What to produce:
When you return the data, keep every line exactly as it is and leave out the pictures.

Data extract:
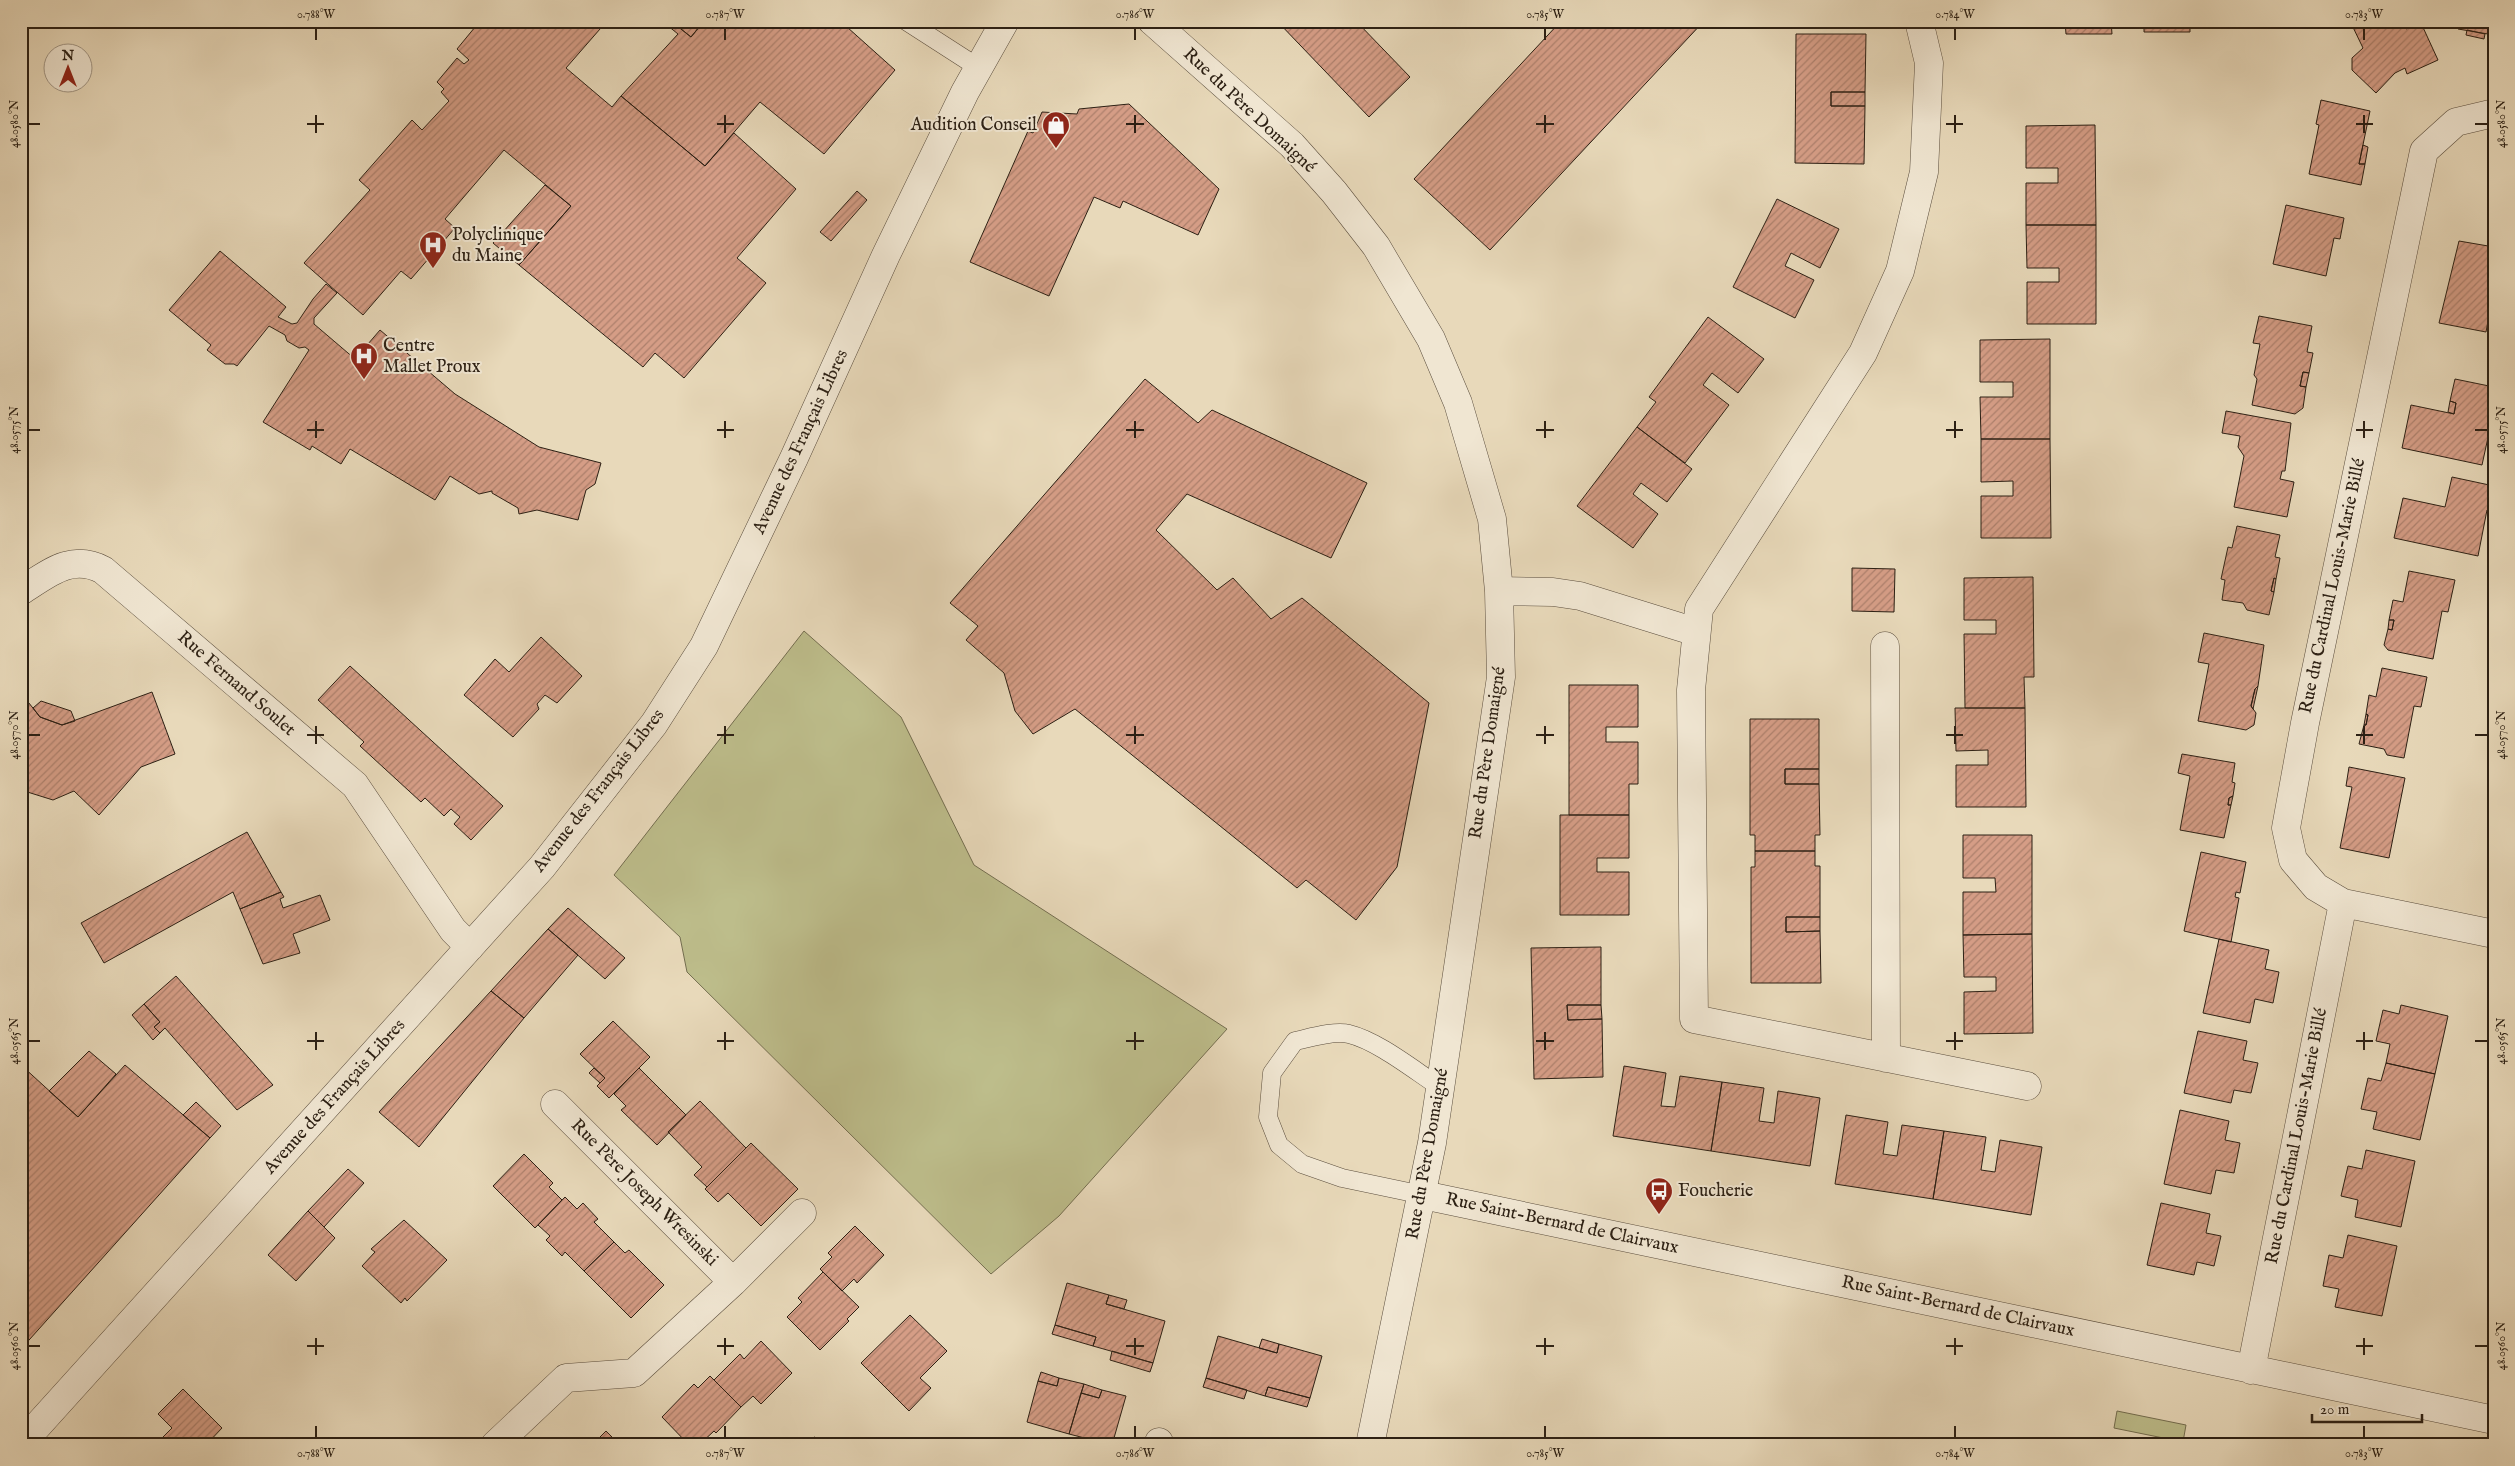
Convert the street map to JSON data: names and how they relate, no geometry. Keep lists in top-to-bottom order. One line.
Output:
{"streets":{"street":["Rue du Père Domaigné","Avenue des Français Libres","Rue du Cardinal Louis-Marie Billé","Rue Fernand Soulet","Rue Père Joseph Wresinski","Rue Saint-Bernard de Clairvaux"]},"crossings":[["Rue du Père Domaigné","Rue Saint-Bernard de Clairvaux"],["Avenue des Français Libres","Rue Fernand Soulet"],["Rue du Cardinal Louis-Marie Billé","Rue Saint-Bernard de Clairvaux"]],"places":{"shop":["Audition Conseil"],"hospital":["Polyclinique du Maine","Centre Mallet Proux"],"bus stop":["Foucherie"]},"scale_bar":"20 m","north":"top","coordinates":["0.788°W","0.787°W","0.786°W","0.785°W","0.784°W","0.783°W","48.0580°N","48.0575°N","48.0570°N","48.0565°N","48.0560°N"]}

Response box:
Convert the street map to JSON data: names and how they relate, no geometry. Keep lists in top-to-bottom order. One line.
Output:
{"streets":{"street":["Rue du Père Domaigné","Avenue des Français Libres","Rue du Cardinal Louis-Marie Billé","Rue Fernand Soulet","Rue Père Joseph Wresinski","Rue Saint-Bernard de Clairvaux"]},"crossings":[["Rue du Père Domaigné","Rue Saint-Bernard de Clairvaux"],["Avenue des Français Libres","Rue Fernand Soulet"],["Rue du Cardinal Louis-Marie Billé","Rue Saint-Bernard de Clairvaux"]],"places":{"shop":["Audition Conseil"],"hospital":["Polyclinique du Maine","Centre Mallet Proux"],"bus stop":["Foucherie"]},"scale_bar":"20 m","north":"top","coordinates":["0.788°W","0.787°W","0.786°W","0.785°W","0.784°W","0.783°W","48.0580°N","48.0575°N","48.0570°N","48.0565°N","48.0560°N"]}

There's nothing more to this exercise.